**ENTRIES SHOWN:**

-*-

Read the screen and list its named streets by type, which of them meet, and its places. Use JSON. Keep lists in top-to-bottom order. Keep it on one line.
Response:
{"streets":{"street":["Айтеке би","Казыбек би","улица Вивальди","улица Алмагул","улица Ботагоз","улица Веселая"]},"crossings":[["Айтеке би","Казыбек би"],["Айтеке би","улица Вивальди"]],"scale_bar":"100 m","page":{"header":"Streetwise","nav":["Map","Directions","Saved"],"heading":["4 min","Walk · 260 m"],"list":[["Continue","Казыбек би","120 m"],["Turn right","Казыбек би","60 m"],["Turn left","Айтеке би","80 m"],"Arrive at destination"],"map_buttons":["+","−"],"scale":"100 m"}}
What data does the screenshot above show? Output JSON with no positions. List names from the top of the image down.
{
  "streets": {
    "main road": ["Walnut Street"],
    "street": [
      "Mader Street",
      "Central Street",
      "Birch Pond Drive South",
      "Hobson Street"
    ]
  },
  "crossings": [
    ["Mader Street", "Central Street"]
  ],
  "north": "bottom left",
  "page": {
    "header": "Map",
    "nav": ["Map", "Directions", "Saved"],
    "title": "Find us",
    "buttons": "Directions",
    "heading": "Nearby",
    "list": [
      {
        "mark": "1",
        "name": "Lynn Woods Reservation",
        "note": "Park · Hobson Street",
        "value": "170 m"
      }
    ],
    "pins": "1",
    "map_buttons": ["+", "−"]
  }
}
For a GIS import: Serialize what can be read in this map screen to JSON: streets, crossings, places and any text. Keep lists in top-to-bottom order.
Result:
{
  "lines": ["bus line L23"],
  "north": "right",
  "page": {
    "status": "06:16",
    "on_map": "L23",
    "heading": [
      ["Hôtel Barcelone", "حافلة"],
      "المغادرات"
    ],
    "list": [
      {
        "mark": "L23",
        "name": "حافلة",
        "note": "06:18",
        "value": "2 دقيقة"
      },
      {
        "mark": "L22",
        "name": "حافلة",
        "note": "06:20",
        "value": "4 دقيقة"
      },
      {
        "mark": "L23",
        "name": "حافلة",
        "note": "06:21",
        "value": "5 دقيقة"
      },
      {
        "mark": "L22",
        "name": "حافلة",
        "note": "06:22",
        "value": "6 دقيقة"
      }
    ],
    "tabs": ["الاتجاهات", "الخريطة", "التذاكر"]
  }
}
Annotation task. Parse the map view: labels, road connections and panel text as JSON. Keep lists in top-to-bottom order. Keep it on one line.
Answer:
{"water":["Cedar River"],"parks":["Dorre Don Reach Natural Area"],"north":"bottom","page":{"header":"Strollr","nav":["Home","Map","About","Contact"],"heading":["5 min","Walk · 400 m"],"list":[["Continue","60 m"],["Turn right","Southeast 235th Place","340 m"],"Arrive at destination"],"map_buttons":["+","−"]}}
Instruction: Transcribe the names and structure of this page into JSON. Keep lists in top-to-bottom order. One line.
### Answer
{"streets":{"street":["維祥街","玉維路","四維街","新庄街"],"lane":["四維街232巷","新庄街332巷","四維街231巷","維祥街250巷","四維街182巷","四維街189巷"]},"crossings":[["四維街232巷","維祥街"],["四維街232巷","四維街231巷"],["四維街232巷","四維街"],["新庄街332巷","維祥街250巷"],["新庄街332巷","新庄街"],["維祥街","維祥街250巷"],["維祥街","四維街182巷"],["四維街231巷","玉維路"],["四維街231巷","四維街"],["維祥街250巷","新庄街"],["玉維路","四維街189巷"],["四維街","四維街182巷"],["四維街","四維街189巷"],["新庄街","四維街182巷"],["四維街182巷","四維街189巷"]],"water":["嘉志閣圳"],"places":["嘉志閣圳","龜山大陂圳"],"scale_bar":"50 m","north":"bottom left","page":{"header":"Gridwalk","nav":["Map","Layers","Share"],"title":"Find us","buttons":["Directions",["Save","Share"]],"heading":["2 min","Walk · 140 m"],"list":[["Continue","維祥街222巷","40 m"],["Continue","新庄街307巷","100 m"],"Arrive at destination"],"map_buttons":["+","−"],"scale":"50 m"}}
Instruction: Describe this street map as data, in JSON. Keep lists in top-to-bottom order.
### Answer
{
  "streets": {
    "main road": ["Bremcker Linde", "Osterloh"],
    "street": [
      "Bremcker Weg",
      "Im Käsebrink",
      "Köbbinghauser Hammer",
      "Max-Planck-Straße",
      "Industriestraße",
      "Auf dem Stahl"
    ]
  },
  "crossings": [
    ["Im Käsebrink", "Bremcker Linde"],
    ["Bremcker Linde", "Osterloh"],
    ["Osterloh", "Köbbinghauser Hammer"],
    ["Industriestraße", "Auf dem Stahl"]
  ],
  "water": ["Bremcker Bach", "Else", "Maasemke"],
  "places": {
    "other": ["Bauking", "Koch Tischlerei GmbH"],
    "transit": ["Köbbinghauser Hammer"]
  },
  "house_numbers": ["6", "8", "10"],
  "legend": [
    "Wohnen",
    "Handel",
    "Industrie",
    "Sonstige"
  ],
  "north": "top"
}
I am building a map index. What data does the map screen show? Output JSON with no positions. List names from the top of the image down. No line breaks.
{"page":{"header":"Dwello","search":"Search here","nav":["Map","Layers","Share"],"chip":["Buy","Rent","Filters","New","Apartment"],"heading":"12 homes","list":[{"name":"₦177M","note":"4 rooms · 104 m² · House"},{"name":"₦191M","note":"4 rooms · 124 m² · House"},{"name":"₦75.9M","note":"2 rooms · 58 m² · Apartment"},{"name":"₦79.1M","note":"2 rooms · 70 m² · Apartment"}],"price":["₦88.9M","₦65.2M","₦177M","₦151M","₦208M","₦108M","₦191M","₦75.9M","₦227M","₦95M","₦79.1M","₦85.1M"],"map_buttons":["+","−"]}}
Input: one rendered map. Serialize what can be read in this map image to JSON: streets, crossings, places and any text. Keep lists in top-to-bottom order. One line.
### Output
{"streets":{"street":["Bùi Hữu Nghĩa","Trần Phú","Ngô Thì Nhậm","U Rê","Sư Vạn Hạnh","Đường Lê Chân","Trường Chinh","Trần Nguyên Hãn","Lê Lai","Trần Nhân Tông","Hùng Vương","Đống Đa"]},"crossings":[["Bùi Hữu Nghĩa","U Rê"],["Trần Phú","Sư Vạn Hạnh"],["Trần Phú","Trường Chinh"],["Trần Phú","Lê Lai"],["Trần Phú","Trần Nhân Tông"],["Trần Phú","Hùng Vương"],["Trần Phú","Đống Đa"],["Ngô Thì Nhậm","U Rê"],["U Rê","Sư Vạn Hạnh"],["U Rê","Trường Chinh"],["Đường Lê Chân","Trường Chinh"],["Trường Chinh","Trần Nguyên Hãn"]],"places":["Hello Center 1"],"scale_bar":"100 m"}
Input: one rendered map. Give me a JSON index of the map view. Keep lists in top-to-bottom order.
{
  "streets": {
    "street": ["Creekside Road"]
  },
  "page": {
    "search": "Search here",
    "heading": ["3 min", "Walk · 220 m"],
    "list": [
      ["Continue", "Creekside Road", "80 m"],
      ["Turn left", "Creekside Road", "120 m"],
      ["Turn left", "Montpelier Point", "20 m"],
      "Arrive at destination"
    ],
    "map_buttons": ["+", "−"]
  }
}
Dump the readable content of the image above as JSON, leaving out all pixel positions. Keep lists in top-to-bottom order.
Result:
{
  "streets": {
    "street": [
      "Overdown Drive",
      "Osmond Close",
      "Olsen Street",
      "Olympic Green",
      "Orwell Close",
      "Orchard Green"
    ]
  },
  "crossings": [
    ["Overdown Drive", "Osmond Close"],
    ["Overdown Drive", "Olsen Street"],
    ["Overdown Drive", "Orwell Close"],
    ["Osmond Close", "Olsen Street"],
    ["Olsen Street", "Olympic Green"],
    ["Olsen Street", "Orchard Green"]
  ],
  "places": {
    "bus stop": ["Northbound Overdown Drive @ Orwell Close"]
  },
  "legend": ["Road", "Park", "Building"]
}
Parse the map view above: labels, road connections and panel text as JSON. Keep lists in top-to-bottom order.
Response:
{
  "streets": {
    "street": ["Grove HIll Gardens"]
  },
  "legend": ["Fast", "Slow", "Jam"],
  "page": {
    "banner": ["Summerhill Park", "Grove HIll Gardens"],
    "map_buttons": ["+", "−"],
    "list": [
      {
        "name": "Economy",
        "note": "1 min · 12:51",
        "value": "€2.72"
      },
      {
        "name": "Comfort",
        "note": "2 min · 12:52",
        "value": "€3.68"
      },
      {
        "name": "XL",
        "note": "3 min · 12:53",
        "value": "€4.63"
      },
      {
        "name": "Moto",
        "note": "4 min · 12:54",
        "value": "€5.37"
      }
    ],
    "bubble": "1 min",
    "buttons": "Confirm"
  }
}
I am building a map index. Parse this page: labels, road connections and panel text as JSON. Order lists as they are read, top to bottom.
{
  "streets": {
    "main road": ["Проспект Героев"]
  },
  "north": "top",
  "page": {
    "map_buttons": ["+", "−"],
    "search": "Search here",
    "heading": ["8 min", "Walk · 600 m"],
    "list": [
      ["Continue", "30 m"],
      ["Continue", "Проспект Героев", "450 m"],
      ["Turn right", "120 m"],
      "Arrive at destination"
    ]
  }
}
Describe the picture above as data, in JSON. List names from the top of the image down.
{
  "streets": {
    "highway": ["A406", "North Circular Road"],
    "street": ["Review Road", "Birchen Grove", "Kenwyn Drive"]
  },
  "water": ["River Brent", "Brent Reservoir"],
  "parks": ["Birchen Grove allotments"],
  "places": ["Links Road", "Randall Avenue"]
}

-*-

**BRIEF:** Lines in scope run from the one holding "Describe the picture" to the last line of the material above; transcribe them exactly and omit the rest.

**OUTPUT:**
Describe the picture above as data, in JSON. List names from the top of the image down.
{
  "streets": {
    "highway": ["A406", "North Circular Road"],
    "street": ["Review Road", "Birchen Grove", "Kenwyn Drive"]
  },
  "water": ["River Brent", "Brent Reservoir"],
  "parks": ["Birchen Grove allotments"],
  "places": ["Links Road", "Randall Avenue"]
}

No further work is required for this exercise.